(Saved entries)
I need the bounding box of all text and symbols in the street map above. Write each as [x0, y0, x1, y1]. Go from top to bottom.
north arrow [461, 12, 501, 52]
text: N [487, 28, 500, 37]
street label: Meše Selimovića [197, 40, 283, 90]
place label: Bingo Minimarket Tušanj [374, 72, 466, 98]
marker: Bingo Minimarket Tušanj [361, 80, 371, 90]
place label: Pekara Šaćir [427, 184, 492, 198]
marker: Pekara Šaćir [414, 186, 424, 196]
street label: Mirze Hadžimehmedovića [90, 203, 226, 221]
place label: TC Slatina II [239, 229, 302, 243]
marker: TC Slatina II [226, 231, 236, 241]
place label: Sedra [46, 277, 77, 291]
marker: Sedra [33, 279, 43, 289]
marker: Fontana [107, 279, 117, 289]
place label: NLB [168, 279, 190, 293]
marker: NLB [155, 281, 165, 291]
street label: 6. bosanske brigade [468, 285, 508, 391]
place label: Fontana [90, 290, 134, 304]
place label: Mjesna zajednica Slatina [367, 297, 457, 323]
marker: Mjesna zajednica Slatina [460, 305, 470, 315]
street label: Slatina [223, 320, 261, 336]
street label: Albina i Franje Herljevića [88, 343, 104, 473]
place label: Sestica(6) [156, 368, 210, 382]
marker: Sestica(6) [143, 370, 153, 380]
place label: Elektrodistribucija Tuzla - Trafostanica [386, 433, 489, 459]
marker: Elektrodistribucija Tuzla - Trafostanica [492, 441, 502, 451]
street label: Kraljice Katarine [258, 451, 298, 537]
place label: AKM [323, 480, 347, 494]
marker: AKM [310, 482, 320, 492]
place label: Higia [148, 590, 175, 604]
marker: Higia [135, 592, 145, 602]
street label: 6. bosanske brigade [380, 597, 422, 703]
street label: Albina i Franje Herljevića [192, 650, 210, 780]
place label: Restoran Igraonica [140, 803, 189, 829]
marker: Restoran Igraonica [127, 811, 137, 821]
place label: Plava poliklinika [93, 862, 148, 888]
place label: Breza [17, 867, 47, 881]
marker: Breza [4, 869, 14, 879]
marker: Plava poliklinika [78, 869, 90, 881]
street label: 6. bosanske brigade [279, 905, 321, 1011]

-- TASK PROMPT --
In the lines above, every record is to be repeated exactly.

-- EXPECTED OUTPUT --
I need the bounding box of all text and symbols in the street map above. Write each as [x0, y0, x1, y1]. Go from top to bottom.
north arrow [461, 12, 501, 52]
text: N [487, 28, 500, 37]
street label: Meše Selimovića [197, 40, 283, 90]
place label: Bingo Minimarket Tušanj [374, 72, 466, 98]
marker: Bingo Minimarket Tušanj [361, 80, 371, 90]
place label: Pekara Šaćir [427, 184, 492, 198]
marker: Pekara Šaćir [414, 186, 424, 196]
street label: Mirze Hadžimehmedovića [90, 203, 226, 221]
place label: TC Slatina II [239, 229, 302, 243]
marker: TC Slatina II [226, 231, 236, 241]
place label: Sedra [46, 277, 77, 291]
marker: Sedra [33, 279, 43, 289]
marker: Fontana [107, 279, 117, 289]
place label: NLB [168, 279, 190, 293]
marker: NLB [155, 281, 165, 291]
street label: 6. bosanske brigade [468, 285, 508, 391]
place label: Fontana [90, 290, 134, 304]
place label: Mjesna zajednica Slatina [367, 297, 457, 323]
marker: Mjesna zajednica Slatina [460, 305, 470, 315]
street label: Slatina [223, 320, 261, 336]
street label: Albina i Franje Herljevića [88, 343, 104, 473]
place label: Sestica(6) [156, 368, 210, 382]
marker: Sestica(6) [143, 370, 153, 380]
place label: Elektrodistribucija Tuzla - Trafostanica [386, 433, 489, 459]
marker: Elektrodistribucija Tuzla - Trafostanica [492, 441, 502, 451]
street label: Kraljice Katarine [258, 451, 298, 537]
place label: AKM [323, 480, 347, 494]
marker: AKM [310, 482, 320, 492]
place label: Higia [148, 590, 175, 604]
marker: Higia [135, 592, 145, 602]
street label: 6. bosanske brigade [380, 597, 422, 703]
street label: Albina i Franje Herljevića [192, 650, 210, 780]
place label: Restoran Igraonica [140, 803, 189, 829]
marker: Restoran Igraonica [127, 811, 137, 821]
place label: Plava poliklinika [93, 862, 148, 888]
place label: Breza [17, 867, 47, 881]
marker: Breza [4, 869, 14, 879]
marker: Plava poliklinika [78, 869, 90, 881]
street label: 6. bosanske brigade [279, 905, 321, 1011]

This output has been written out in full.